Dice que toda la cochinada que encontramos en su antro (¿o era un colegio eso?) fue puesta por los mismos alumnos. Que los fiscalizadores encontraron perdigones en las palomas muertas que adornaban sus salas. Todo es mentira y hemos sido timados. La persona que ingresó al colegio, y que vio suciedad acumulada que ni en un mes es posible montar, fue engañada cual niña pequeña.

Ella está convencida que sus palabras lograrán amedrentarnos. Que su verborrea barata conseguirá que dejemos de estar al lado de los vecinos. Se equivoca. Lo único que consiguió fue que lográramos corroborar todo lo malo que de usted se dice.

Conocemos la ley de prensa y sabemos que no infringimos artículo alguno. Lo que nosotros hemos dicho, es lo que SUS apoderados dijeron y lo que NOSOTROS vimos. Sí, debemos reconocer que maneja muy bien el “don de amenazar”, pero se equivocó de personas.

Finalmente la conversación terminó con un mal chiste. Nos acusa de atacar el “PRESTIGIO” de su colegio, cuando los únicos que lo han atacado, son aquellos que lo convirtieron en un basural.

Ingresamos a la web del SIMCE para ver los resultados de su prestigioso colegio y nos encontramos que los resultados en lectura, matemática e historia y geografía, son todos “Más bajos que escuelas similares”.

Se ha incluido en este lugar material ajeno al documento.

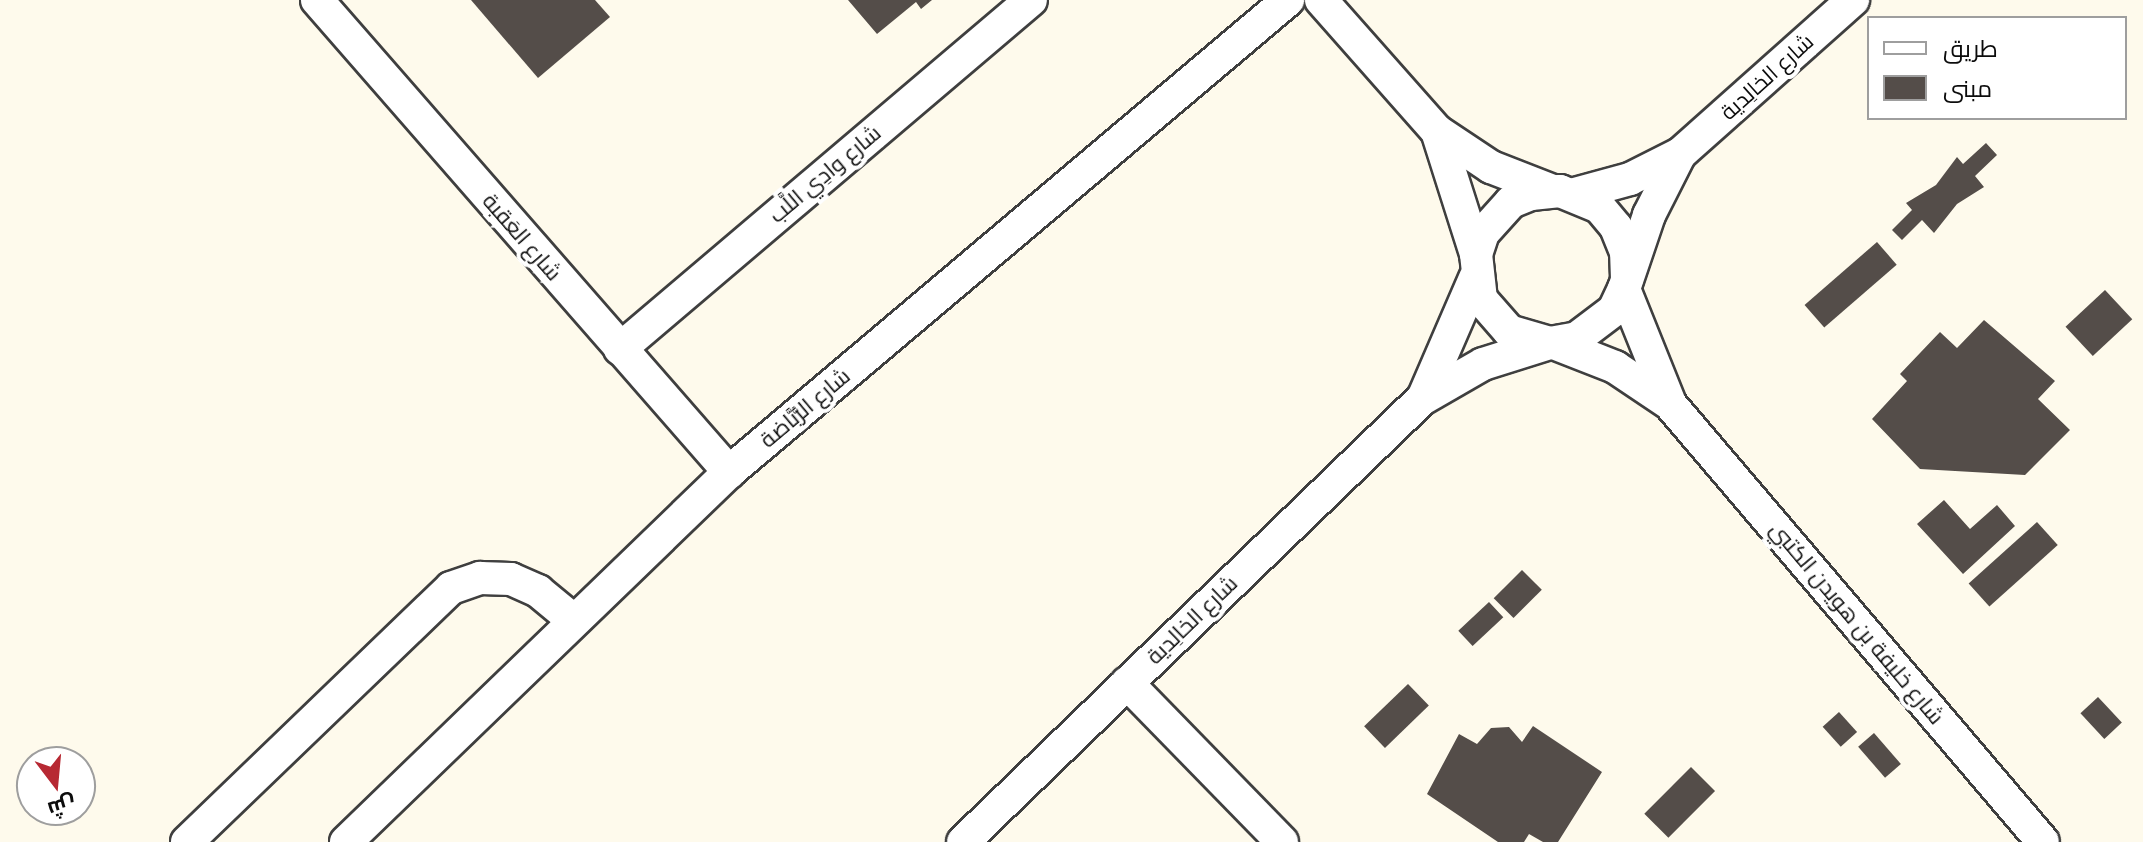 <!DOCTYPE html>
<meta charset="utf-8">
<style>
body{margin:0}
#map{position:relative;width:2143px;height:842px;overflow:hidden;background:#fefaec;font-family:"Source Serif 4",Cairo,serif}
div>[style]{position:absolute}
.building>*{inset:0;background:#544d49;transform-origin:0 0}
.roads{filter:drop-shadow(2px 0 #3f3f3f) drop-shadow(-2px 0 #3f3f3f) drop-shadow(0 2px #3f3f3f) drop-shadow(0 -2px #3f3f3f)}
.street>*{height:32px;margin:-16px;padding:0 16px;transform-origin:16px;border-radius:16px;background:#fff}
span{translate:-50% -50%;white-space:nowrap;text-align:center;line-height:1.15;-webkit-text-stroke:8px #fff;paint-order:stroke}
.street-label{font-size:22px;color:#0c0c0c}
.legend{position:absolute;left:1867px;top:16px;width:260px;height:104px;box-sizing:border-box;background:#fff;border:2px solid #9e9e9e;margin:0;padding:10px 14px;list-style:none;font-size:24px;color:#0c0c0c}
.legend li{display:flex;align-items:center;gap:16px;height:40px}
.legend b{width:40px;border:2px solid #9e9e9e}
.north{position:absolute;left:16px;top:746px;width:80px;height:80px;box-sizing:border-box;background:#fff;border:2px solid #9e9e9e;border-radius:50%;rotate:164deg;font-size:22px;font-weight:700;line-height:32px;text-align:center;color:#0c0c0c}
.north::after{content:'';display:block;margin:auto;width:28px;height:36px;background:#b72933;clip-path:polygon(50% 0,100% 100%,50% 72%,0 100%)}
</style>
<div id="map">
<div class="building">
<div style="clip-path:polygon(471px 0,595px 0,610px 17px,538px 78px)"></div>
<div style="clip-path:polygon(848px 0,932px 0,921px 9px,916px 2px,877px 34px)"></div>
<div style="clip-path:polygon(1986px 143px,1997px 155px,1975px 176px,1984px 187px,1957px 204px,1934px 233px,1922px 220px,1902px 240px,1892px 230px,1912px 210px,1906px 203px,1936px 185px,1957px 157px,1963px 164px)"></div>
<div style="left:1877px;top:242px;width:30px;height:96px;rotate:49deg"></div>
<div style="left:2105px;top:290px;width:40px;height:54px;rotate:47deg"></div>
<div style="clip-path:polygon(1984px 320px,2055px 381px,2038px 399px,2070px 430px,2025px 475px,1920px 469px,1872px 419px,1907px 381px,1900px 374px,1940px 332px,1957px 348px)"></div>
<div style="clip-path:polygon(1944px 500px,1970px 529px,1997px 505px,2015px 526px,1963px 574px,1917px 524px)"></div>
<div style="left:2037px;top:522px;width:31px;height:92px;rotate:48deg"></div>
<div style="left:1522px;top:570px;width:28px;height:40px;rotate:45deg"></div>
<div style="left:1489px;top:602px;width:21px;height:42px;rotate:47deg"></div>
<div style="left:1408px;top:684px;width:30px;height:61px;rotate:46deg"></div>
<div style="left:2098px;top:697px;width:35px;height:24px;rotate:47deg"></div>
<div style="left:1839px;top:712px;width:27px;height:22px;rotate:48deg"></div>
<div style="clip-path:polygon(1533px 726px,1602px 772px,1558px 842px,1543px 842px,1529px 834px,1524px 842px,1498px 842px,1427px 794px,1459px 734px,1477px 744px,1491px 728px,1509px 727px,1522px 742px)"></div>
<div style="left:1874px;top:733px;width:41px;height:21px;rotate:49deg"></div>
<div style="left:1691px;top:767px;width:34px;height:66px;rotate:45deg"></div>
</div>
<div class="roads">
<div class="street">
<div style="left:317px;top:0;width:627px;rotate:48.88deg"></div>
<div style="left:1321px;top:0;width:175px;rotate:48.5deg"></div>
<div style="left:1437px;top:131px;width:65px;rotate:33.7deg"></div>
<div style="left:1491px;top:167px;width:66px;rotate:21.2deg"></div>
<div style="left:1437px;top:131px;width:129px;rotate:72.4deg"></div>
<div style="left:1575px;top:194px;width:57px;rotate:-15.3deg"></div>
<div style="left:1630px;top:179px;width:56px;rotate:-26.6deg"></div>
<div style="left:1680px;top:154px;width:232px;rotate:-41.7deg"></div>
<div style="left:1627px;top:279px;width:27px;rotate:-92deg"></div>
<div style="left:1626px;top:252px;width:27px;rotate:-112deg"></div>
<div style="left:1616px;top:227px;width:26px;rotate:-130deg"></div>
<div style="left:1599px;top:207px;width:42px;rotate:-157.7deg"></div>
<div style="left:1560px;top:191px;width:29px;rotate:174deg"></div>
<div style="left:1531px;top:194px;width:22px;rotate:158deg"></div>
<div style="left:1511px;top:202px;width:42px;rotate:132.1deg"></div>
<div style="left:1483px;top:233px;width:22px;rotate:108deg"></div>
<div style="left:1476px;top:254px;width:45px;rotate:83.7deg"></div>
<div style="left:1481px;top:299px;width:43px;rotate:48.8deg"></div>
<div style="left:1509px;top:331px;width:43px;rotate:16.3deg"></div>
<div style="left:1550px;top:343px;width:27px;rotate:-10deg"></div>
<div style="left:1577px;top:338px;width:46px;rotate:-37.1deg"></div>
<div style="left:1614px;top:310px;width:23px;rotate:-65deg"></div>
<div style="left:1624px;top:289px;width:78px;rotate:-71.3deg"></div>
<div style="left:1649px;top:215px;width:68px;rotate:-63.1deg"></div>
<div style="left:1624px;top:289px;width:121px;rotate:68.1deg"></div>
<div style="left:1554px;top:343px;width:66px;rotate:21.5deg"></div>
<div style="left:1615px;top:367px;width:66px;rotate:33.9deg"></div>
<div style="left:1670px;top:404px;width:575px;rotate:49.58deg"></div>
<div style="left:620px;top:349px;width:539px;rotate:-40.34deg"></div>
<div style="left:1424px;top:396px;width:129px;rotate:-66.6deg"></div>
<div style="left:1127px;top:683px;width:222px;rotate:45.7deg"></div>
<div style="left:187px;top:842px;width:366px;rotate:-43.9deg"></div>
<div style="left:451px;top:588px;width:31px;rotate:-19deg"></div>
<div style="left:480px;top:578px;width:31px;rotate:2deg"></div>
<div style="left:511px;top:579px;width:30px;rotate:24deg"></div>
<div style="left:538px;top:591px;width:45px;rotate:39.6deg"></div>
<div style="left:346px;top:842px;width:533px;rotate:-44.01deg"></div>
<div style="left:729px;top:472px;width:732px;rotate:-40.18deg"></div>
<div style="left:963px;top:842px;width:638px;rotate:-43.98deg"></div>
<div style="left:1422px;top:399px;width:70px;rotate:-29.8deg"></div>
<div style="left:1483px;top:364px;width:70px;rotate:-17.4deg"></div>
</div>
</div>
<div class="street-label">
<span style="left:1767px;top:77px;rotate:-42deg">شارع الخالِدية</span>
<span style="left:825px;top:174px;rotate:-40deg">شارع وادِي اللَّب</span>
<span style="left:522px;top:237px;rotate:49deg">شارع العَقبة</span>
<span style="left:805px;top:408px;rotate:-40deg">شارع الرُّبَّاضة</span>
<span style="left:1192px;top:620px;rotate:-44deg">شارع الخالِدية</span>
<span style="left:1857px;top:623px;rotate:50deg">شارع خليفة بن هويدن الكتبي</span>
</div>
<ul class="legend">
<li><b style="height:10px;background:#fff"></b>طريق</li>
<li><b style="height:22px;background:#544d49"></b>مبنى</li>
</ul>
<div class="north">ش</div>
</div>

Peor aún: sobre el 80% de los estudiantes de 4to básico no logran los aprendizajes esperados para 3ro básico en Historia y Geografía. En matemáticas más de la mitad de los niños de 4to básico no tiene los aprendizajes que se esperan para niños de 2do básico. Como se ve, el colegio tiene un “prestigio” muy bien ganado. Y es que si se hiciera un ranking de colegios particulares subvencionados que muestran la peor cara del lucro, esta escuela de seguro mostraría todo su prestigio, encabezando la lista.